Geopolitical analysis firm Stratfor published the images, which it obtained though another partner, AllSource Analysis, which showed the site in the Horn of Africa as it existed on April 2 and July 4, 2017. The annotated images specifically highlighted new 25 foot wide walls, as well as guard posts and fences. For what is ostensibly a naval facility, there's a notable lack of docks directly adjacent to any of the facilities. But the most impressive feature by far is a massive underground complex covering an estimated area of nearly 250,000 square feet.
“The underground entrance connects to other underground facilities at the base as well,” according to Stratfor’s own analysis. “Besides the large underground structure, several smaller tunnels and bunkers were built throughout the base. This type of construction is in line with known Chinese practices in hardening military bases.”
China’s People’s Liberation Army (PLA) is definitely no stranger to large subterranean construction. The PLA’s Second Artillery Corps, the name of the country’s land-based nuclear forces, operates a single network of more than 3,000 miles of tunnels, which state media has dubbed the “Underground Great Wall.” There’s also the People’s Liberation Army Navy (PLAN) extensive network of underground facilities, including a submarine pen, on Hainan Island.
The underground projects make sense. They afford added protection against attacks and destructive environmental hazards, like sand and severe weather. As Stratfor noted, Chinese personnel could use the space to conduct a variety of activities discreetly, too.
If nothing else, it adds significantly more storage room to what might otherwise be a cramped enclave. A portion of the underground part of the base likely includes hardened bunker areas for a command post and other sensitive operations spaces. With entrances that look large enough to drive vehicles in and out of, the PLA might be able to keep a portion of the base’s motor pool or other equipment safely stored away from the elements. It would be an ideal way of finding room for reserves of fuel, lubricants, and water, too.
The base needs these and other resources to both to perform its day to day functions, whatever they may be, and support PLAN task forces as they move in and out the area. If China hopes to make the base a regular port of call for larger groups of ships, including future carrier battle groups, it will need to have significant reserves of a number of items on hand.
It’s also worth noting that the largest area of underground construction at China’s Djibouti base sits under what otherwise appears to be a series of hangars and an attached aircraft apron that does not appear big enough at present to handle fixed wing aircraft, like fighter jets, surveillance planes, cargo aircraft, or even larger drones, but could support either helicopters or smaller drones. It is possible that fuel storage underneath could feed into pump stations or hydrants above ground.
Having all this on hand would give the base the ability to operate independently from local suppliers for at least a short period of time if necessary, too. Maybe part of the underground complex will contain a generating station to provide a separate and secure power supply, as well.
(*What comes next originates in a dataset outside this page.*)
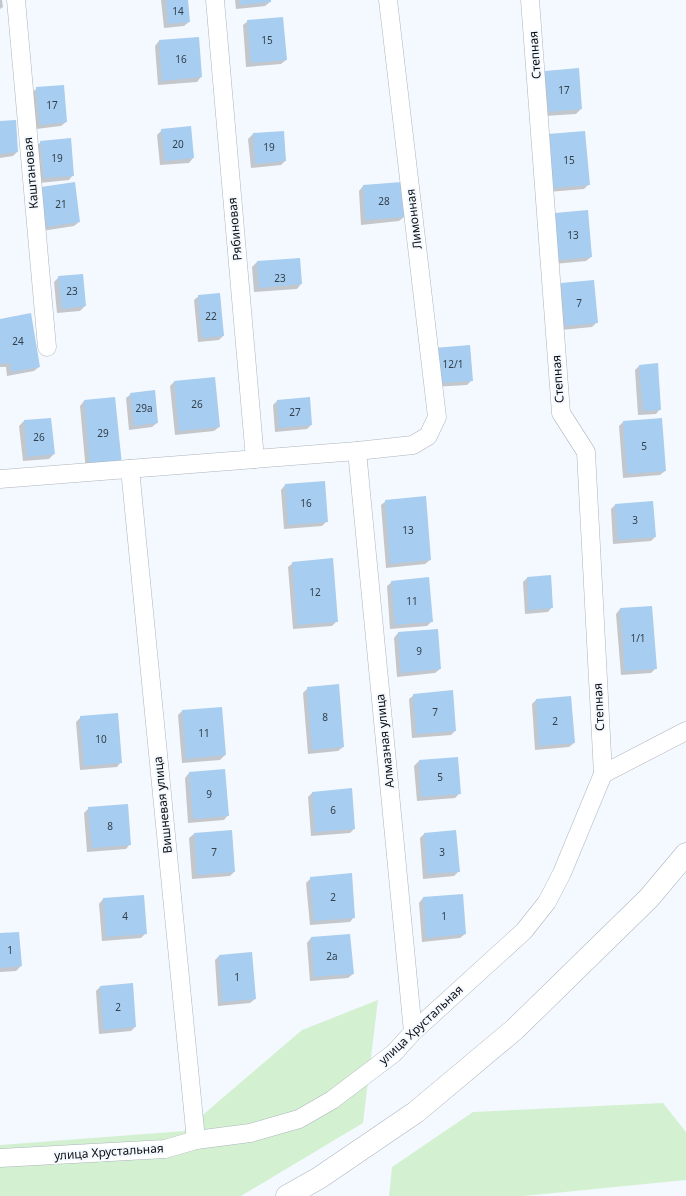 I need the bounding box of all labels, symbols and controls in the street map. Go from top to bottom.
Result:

Whatever the purpose of this underground complex is, it’s definitely an important development and one that highlights many of the points we at The War Zone made earlier in July 2017 when we took an in depth look at China’s plans:
But these official missions are just one piece of the larger picture. Beyond regional security concerns, the facility in Djibouti can only help China obvious desire to expand its military presence well beyond its borders. The African country is strategically located near the Suez Canal, providing a stable, Chinese-controlled stop-over point for military fleets heading to Europe and beyond. Its especially well positioned to both protect the transport of Middle Eastern and African energy and mineral resources critical to China's overall economic development, as well as provide storage space for the fuel and other supplies the PLA needs to conduct operations in Africa and Europe. Having these port facilities will be essential if the country wants to conduct far-flung carrier battle group operations. It seems almost guaranteed that once the base in fully operational the country's first operational carrier, the Liaoning, and its escorts will make it a regular port of call.
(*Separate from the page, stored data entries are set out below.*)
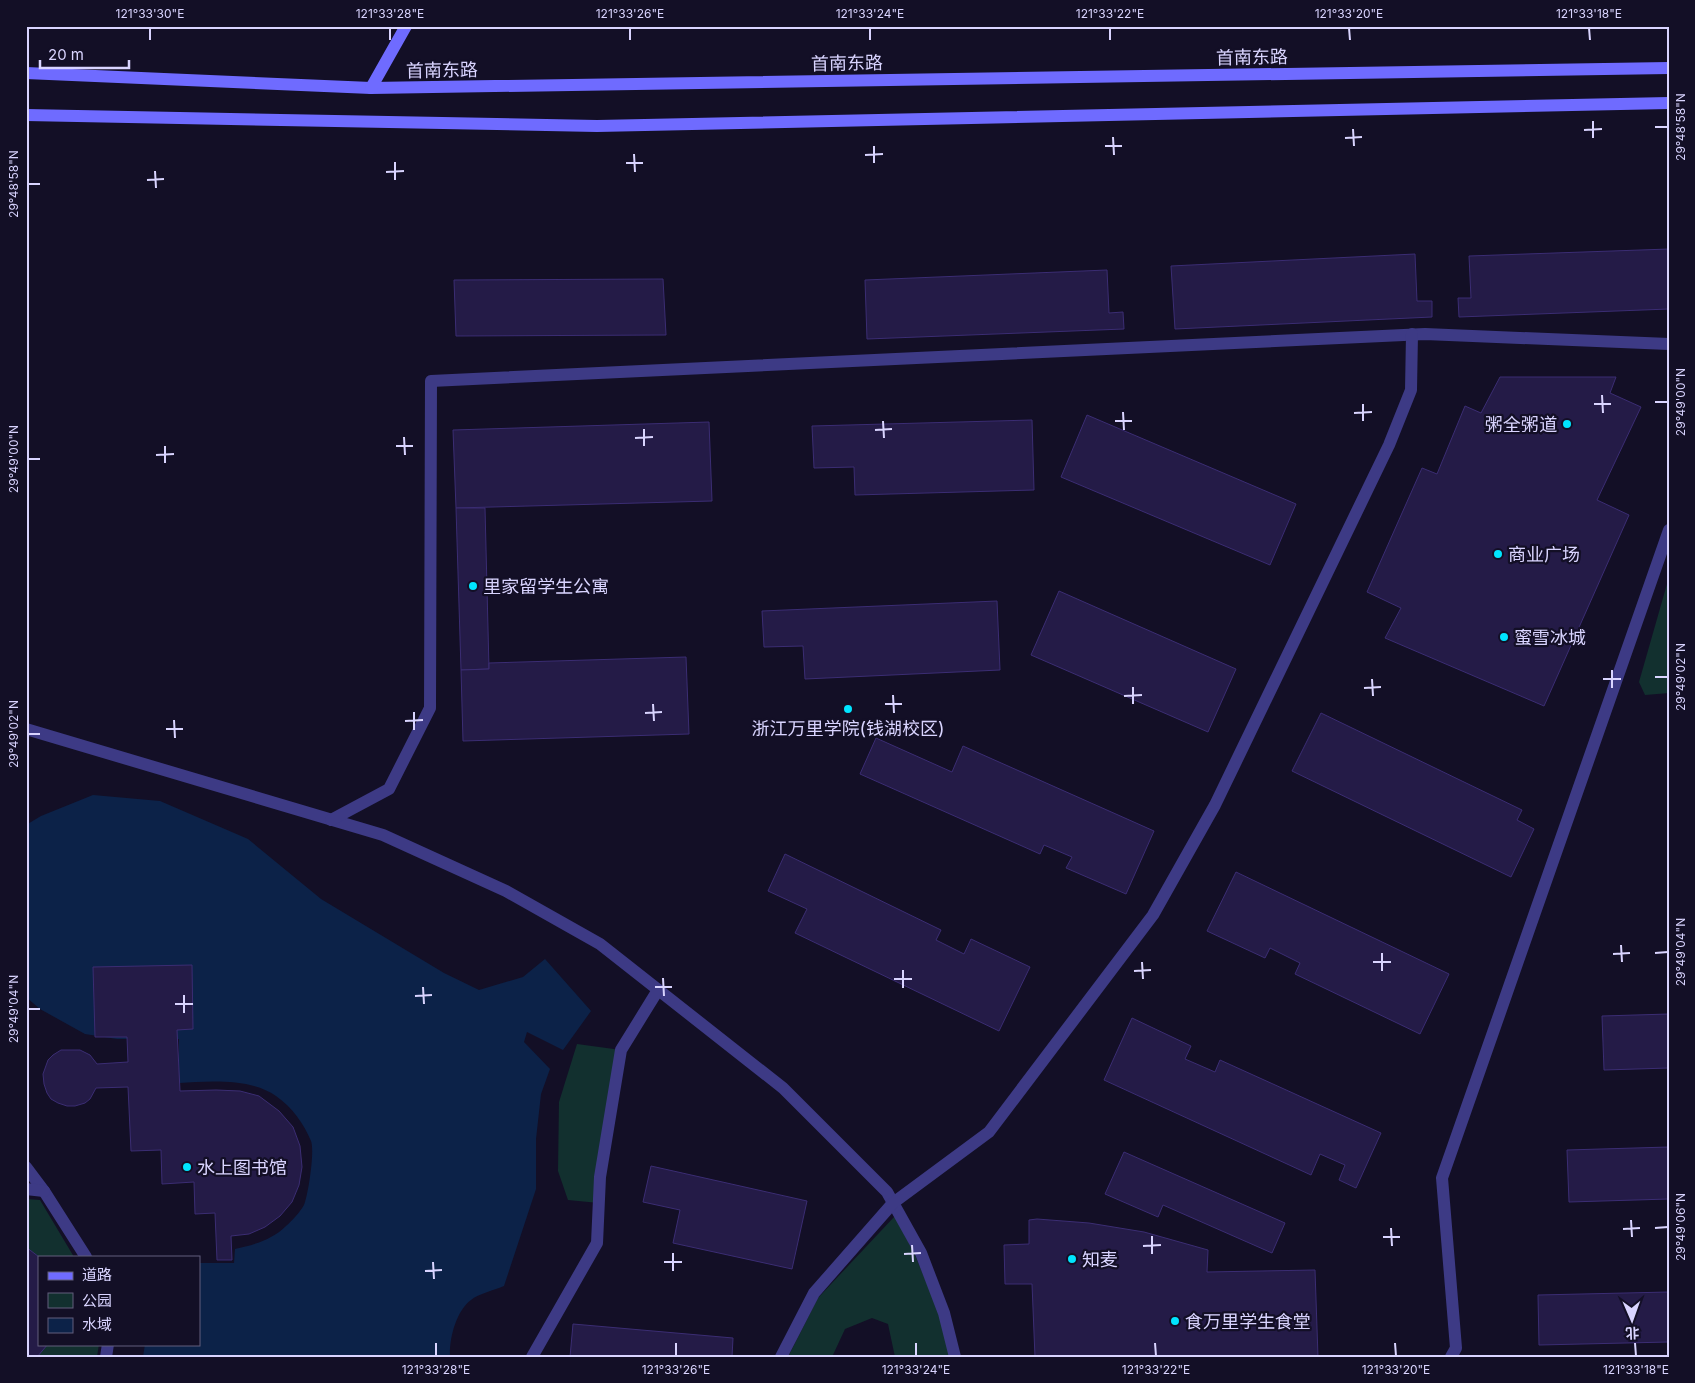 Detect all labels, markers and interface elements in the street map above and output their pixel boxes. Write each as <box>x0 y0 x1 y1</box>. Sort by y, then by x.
text: 121°33'30"E <box>116 6 184 21</box>
text: 121°33'28"E <box>356 6 424 21</box>
text: 121°33'26"E <box>596 6 664 21</box>
text: 121°33'24"E <box>836 6 904 21</box>
text: 121°33'22"E <box>1076 6 1144 21</box>
text: 121°33'20"E <box>1315 6 1383 21</box>
text: 121°33'18"E <box>1556 6 1622 21</box>
scale bar <box>40 38 129 70</box>
text: 20 m <box>48 45 84 64</box>
street label: 首南东路 <box>1216 46 1288 68</box>
street label: 首南东路 <box>811 52 883 74</box>
street label: 首南东路 <box>406 59 478 81</box>
text: 29°48'58"N <box>1673 93 1688 161</box>
text: 29°48'58"N <box>6 150 21 218</box>
text: 29°49'00"N <box>1673 368 1688 436</box>
place label: 粥全粥道 <box>1485 414 1557 435</box>
marker: 粥全粥道 <box>1561 418 1573 430</box>
text: 29°49'00"N <box>6 425 21 493</box>
place label: 商业广场 <box>1508 544 1580 565</box>
marker: 商业广场 <box>1492 548 1504 560</box>
place label: 里家留学生公寓 <box>483 576 609 597</box>
marker: 里家留学生公寓 <box>467 580 479 592</box>
place label: 蜜雪冰城 <box>1514 627 1586 648</box>
marker: 蜜雪冰城 <box>1498 631 1510 643</box>
text: 29°49'02"N <box>1673 643 1688 711</box>
text: 29°49'02"N <box>6 700 21 768</box>
marker: 浙江万里学院(钱湖校区) <box>842 703 854 715</box>
place label: 浙江万里学院(钱湖校区) <box>751 718 945 739</box>
text: 29°49'04"N <box>1673 918 1688 986</box>
text: 29°49'04"N <box>6 975 21 1043</box>
place label: 水上图书馆 <box>197 1157 287 1178</box>
marker: 水上图书馆 <box>181 1161 193 1173</box>
text: 29°49'06"N <box>1673 1193 1688 1261</box>
place label: 知麦 <box>1082 1249 1118 1270</box>
marker: 知麦 <box>1066 1253 1078 1265</box>
legend <box>38 1256 200 1346</box>
text: 道路 <box>82 1265 112 1284</box>
text: 公园 <box>82 1291 112 1310</box>
north arrow <box>1608 1296 1658 1346</box>
place label: 食万里学生食堂 <box>1185 1311 1311 1332</box>
text: 水域 <box>82 1315 112 1334</box>
marker: 食万里学生食堂 <box>1169 1315 1181 1327</box>
text: 北 <box>1625 1325 1640 1342</box>
text: 121°33'28"E <box>402 1362 470 1377</box>
text: 121°33'26"E <box>642 1362 710 1377</box>
text: 121°33'24"E <box>882 1362 950 1377</box>
text: 121°33'22"E <box>1122 1362 1190 1377</box>
text: 121°33'20"E <box>1362 1362 1430 1377</box>
text: 121°33'18"E <box>1603 1362 1669 1377</box>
There’s likely to be more construction to come, as well. As Stratfor’s analysis pointed out, without its own docks in Djibouti, the PLAN will have to continue using the country’s commercial port facilities. Helicopters could ferry small loads back and forth from ships off shore, but it would be much less efficient than loading and unloading pier side.
When and if the Chinese decide to build these dock works, the final configuration of the base could be considerably larger. To accommodate the carrier Liaoning at its naval complex on Hainan Island, the PLAN built a new pier nearly 2,300 feet long, which made it the largest in the world. The Djibouti facility would need something similar if the flattop ever intended to tie up at the base proper.
But it’s already clear that the Chinese are definitely serious about their new base. The new construction shows they are looking to get as much out of it as they can.